AHB economiza 300% com farmácia de manipulação
Texto: Fabiana Teófilo
Atualmente são fabricados 152 itens entre líquidos, cápsulas e pomadas
Com o objetivo de reduzir o custo operacional e manter os hospitais abastecidos, a diretoria da Associação Hospitalar de Bauru (AHB), que administra o Hospital Manoel de Abreu, Hospital de Base e Maternidade Santa Isabel, criou uma farmácia de manipulação para abastecer os hospitais. A farmácia funciona no interior do Hospital Manoel de Abreu desde maio do ano passado.
No início, eram fabricados apenas 30 medicamentos e, atualmente o número de itens manipulados na farmácia chega a 152. De acordo com o presidente da AHB, Joseph Saab, a produção deverá dobrar até o final do ano e a farmácia deverá ser instalada em outro espaço físico dentro do hospital.

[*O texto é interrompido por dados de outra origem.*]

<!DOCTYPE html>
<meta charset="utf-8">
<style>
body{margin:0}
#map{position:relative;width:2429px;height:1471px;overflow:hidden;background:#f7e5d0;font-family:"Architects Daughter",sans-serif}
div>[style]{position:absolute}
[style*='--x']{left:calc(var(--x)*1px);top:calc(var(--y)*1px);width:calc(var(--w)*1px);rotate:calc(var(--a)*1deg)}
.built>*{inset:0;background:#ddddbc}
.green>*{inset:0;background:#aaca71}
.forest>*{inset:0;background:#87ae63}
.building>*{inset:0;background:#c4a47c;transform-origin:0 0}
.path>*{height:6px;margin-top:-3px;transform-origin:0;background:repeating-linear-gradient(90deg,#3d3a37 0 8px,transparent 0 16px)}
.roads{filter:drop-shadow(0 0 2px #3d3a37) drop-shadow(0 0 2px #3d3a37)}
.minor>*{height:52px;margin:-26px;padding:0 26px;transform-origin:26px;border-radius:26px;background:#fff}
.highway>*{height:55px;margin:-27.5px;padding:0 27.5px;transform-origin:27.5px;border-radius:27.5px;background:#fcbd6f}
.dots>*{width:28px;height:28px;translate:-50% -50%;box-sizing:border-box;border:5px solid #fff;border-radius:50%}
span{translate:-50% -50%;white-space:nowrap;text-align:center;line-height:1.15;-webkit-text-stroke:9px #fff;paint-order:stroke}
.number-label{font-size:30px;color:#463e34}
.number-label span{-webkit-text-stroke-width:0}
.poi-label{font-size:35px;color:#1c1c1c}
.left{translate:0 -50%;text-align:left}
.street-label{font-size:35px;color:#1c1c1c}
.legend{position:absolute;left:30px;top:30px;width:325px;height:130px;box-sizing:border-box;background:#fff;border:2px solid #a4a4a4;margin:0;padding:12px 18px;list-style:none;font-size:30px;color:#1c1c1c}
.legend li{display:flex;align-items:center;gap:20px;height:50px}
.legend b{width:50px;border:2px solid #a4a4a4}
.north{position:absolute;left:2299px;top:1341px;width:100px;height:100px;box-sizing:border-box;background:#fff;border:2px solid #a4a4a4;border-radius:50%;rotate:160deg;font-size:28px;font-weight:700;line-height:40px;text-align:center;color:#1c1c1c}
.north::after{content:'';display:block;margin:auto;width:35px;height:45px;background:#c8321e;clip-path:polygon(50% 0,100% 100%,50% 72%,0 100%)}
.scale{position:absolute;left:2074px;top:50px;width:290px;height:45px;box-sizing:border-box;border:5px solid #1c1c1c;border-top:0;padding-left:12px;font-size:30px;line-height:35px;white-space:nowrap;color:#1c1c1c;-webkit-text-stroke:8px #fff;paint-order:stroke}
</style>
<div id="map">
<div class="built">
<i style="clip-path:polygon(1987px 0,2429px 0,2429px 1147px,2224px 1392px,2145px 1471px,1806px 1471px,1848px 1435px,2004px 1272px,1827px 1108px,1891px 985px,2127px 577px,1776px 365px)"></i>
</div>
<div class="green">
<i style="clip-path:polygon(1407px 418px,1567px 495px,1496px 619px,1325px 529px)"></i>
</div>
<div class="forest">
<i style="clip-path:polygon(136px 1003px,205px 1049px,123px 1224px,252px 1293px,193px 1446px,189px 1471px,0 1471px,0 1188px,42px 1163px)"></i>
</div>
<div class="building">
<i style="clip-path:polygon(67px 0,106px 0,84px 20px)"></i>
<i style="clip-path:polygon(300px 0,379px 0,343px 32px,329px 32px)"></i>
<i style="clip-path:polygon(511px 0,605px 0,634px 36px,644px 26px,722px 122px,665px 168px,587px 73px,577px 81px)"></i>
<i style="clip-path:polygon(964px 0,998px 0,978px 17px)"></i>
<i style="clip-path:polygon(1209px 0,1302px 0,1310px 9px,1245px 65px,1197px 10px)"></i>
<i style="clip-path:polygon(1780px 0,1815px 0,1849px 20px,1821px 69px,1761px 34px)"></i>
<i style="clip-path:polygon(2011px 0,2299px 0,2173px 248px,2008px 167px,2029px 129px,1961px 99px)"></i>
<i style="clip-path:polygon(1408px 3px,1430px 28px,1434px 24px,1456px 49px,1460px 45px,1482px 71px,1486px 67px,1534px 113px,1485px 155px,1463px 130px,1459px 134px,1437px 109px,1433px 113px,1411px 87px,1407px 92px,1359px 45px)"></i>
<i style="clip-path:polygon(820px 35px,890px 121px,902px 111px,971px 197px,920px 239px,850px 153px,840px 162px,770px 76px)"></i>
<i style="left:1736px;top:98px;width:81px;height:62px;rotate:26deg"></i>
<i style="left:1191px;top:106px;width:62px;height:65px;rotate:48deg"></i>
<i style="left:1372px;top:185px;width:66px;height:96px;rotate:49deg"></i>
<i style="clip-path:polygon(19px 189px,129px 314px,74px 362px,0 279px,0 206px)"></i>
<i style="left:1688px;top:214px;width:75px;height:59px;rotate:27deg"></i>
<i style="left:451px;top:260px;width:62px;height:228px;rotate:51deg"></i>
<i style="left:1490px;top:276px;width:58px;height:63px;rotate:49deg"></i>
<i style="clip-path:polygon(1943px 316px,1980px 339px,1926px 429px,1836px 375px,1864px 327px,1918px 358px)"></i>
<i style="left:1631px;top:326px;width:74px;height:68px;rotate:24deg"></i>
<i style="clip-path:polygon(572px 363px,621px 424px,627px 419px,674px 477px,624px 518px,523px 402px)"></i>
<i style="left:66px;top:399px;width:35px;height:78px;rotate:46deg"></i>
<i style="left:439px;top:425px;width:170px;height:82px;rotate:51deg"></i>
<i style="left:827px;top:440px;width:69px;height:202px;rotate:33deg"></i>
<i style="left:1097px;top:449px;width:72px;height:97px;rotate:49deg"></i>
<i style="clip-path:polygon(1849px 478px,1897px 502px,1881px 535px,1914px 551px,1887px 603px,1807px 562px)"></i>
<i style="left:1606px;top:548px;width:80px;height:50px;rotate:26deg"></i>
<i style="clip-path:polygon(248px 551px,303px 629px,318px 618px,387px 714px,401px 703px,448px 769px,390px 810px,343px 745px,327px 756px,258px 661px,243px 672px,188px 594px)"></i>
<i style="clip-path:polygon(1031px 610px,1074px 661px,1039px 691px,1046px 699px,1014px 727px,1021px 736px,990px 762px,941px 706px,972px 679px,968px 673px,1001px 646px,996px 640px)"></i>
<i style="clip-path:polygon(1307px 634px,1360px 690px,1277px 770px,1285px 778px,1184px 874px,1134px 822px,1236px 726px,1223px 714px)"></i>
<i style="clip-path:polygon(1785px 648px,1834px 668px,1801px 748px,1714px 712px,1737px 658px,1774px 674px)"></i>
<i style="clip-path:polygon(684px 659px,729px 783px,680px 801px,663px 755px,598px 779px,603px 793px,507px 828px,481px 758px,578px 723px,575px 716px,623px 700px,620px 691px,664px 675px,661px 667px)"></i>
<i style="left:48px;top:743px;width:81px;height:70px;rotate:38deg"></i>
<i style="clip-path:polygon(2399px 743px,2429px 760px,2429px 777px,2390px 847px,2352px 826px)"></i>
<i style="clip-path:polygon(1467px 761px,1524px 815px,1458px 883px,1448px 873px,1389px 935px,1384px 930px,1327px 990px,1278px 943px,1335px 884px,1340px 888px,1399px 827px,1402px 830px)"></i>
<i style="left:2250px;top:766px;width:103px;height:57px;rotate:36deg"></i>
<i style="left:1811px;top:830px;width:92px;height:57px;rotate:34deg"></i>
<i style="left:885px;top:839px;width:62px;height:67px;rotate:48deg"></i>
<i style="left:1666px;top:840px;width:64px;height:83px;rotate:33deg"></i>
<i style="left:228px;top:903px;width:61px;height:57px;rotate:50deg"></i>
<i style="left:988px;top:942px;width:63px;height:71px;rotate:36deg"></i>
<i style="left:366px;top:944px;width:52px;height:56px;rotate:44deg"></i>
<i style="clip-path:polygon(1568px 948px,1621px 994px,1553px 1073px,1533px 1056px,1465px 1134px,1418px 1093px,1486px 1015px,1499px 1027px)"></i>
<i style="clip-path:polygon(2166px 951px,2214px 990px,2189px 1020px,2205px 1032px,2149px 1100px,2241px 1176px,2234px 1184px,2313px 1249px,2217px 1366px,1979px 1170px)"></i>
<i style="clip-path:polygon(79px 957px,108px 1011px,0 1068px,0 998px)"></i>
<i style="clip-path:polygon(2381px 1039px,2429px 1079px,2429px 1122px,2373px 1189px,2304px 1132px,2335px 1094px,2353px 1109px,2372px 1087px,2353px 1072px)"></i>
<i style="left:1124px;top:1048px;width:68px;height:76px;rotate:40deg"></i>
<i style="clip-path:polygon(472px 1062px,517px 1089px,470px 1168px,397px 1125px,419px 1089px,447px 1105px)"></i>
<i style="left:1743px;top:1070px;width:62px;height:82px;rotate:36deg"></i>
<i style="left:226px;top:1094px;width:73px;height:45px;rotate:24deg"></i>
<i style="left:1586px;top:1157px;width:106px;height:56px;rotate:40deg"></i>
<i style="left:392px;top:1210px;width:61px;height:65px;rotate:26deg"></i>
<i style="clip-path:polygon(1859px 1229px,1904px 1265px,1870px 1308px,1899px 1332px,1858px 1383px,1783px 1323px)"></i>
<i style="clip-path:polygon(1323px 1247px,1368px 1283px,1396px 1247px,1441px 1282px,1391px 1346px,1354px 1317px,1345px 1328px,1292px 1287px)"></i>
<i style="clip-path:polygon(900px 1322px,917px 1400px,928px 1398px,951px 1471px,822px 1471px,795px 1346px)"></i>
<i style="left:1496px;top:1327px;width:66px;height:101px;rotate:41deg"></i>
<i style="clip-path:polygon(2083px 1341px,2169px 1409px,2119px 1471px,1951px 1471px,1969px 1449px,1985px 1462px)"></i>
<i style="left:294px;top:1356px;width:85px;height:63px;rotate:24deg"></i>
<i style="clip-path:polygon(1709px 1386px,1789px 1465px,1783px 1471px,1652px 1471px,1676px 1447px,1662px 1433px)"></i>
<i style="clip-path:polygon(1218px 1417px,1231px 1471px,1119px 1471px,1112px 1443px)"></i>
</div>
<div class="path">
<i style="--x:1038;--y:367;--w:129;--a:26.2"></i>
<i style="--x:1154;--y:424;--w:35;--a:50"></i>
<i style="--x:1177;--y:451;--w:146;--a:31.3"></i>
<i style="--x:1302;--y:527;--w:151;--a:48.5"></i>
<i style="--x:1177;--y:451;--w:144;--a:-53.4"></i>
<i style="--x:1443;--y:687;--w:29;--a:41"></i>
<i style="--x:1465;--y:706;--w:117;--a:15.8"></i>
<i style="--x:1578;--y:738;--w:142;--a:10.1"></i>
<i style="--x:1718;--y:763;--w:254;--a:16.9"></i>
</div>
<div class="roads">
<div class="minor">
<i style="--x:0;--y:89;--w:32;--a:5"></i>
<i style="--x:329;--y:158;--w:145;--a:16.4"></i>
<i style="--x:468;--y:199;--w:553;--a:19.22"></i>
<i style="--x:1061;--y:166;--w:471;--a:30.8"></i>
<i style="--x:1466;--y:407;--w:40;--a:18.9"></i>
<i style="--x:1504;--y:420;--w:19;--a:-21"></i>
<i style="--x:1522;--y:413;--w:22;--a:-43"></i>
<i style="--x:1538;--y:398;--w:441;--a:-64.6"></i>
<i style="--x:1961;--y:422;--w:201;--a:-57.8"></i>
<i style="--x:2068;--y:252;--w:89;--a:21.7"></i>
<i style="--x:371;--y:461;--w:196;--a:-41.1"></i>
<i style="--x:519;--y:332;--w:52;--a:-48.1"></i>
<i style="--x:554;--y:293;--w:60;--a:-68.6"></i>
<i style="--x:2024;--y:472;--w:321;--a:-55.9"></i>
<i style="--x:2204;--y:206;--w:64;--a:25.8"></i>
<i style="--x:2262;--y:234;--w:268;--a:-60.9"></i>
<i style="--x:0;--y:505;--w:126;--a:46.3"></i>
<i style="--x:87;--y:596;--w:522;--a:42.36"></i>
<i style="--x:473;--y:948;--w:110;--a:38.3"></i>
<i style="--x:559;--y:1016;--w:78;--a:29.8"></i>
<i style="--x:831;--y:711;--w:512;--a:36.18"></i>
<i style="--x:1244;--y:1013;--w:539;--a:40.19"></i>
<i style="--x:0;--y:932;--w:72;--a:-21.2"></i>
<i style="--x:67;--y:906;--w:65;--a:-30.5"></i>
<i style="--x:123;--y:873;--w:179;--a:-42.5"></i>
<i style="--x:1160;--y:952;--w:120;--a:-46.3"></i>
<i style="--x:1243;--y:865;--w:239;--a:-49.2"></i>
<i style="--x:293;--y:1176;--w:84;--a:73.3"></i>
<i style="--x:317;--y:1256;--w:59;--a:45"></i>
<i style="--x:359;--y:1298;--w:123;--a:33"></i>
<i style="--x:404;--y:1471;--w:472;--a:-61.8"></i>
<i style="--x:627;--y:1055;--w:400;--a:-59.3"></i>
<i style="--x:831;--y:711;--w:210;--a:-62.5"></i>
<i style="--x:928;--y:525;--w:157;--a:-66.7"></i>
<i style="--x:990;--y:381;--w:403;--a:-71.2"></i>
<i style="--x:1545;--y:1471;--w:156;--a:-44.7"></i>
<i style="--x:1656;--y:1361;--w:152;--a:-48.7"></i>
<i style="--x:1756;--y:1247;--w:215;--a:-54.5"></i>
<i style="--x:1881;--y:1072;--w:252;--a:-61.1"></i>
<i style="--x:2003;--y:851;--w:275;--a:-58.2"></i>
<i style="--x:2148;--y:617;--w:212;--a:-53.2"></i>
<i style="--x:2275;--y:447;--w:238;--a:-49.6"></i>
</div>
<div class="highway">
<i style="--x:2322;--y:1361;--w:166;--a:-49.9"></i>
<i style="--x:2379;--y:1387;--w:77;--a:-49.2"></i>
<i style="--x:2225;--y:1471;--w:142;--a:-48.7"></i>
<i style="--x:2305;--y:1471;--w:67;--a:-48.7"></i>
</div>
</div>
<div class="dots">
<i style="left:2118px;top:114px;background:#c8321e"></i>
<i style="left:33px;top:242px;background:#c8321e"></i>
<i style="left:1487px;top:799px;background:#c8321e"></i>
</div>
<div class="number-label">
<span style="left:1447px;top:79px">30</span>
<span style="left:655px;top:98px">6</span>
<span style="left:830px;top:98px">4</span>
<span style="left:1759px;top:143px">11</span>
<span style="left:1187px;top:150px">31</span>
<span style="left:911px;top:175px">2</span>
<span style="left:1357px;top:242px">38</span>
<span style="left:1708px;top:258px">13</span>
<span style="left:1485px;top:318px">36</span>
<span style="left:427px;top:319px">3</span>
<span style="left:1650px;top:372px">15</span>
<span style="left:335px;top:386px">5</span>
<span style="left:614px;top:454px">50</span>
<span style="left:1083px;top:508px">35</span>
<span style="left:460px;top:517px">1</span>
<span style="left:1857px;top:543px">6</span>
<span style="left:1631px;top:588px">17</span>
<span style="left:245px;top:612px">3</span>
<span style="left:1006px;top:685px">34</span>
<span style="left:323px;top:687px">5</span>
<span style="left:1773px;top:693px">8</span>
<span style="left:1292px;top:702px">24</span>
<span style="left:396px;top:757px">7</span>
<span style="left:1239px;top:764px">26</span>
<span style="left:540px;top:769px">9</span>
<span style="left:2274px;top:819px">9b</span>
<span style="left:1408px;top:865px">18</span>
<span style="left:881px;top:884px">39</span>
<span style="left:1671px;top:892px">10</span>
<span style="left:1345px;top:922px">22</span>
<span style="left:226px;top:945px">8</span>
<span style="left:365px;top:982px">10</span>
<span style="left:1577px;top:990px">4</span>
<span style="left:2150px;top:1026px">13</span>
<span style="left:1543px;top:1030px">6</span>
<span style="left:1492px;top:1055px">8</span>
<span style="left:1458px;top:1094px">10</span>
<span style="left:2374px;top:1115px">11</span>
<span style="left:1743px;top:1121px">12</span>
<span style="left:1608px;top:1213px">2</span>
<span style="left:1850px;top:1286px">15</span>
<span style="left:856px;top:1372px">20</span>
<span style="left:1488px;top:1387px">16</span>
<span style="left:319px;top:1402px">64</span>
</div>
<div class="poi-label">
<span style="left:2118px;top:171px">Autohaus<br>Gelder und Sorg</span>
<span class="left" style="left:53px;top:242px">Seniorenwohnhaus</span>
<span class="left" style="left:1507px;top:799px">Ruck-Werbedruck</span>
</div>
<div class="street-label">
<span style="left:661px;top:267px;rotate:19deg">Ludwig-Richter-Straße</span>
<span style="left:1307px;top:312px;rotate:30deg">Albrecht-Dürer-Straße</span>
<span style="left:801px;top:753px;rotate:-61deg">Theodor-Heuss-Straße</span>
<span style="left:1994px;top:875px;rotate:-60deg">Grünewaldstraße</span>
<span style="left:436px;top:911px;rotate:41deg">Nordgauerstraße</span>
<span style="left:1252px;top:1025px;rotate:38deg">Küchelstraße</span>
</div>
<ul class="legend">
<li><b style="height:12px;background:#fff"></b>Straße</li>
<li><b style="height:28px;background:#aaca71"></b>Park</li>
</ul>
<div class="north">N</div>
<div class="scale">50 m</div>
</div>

Com a criação da farmácia, a AHB conseguiu alcançar uma economia de 300%. O investimento, na época em que se instalou a farmácia, foi de R$ 30 mil. Atualmente, a manutenção fica em torno de R$ 5 mil ao mês, incluindo compra de matéria-prima, embalagem e salário de funcionários. Além disso, há os gastos da manutenção do hospital que oferece a infra-estrutura para a farmácia.
A farmacêutica responsável, Ana Paula Gomes de Melo disse que o trabalho feito na farmácia é artesanal e, portanto a fabricação é um pouco mais lenta, mas os hospitais, que enviam pedidos todas as semanas, estão sempre abastecidos e não há problemas com falta de medicamento. Para a fabricação de 500 cápsulas, leva-se de 20 a 30 minutos, de acordo com Ana Paula.
"Podendo fabricar os medicamentos que utilizamos, além de termos a confiança de que é um bom produto, temos a segurança de que ele não irá faltar", afirmou.
Ela explicou que existe um controle de estoque para que nunca falte os medicamentos utilizados nos hospitais. O sal (química utilizada para a fabricação dos remédios)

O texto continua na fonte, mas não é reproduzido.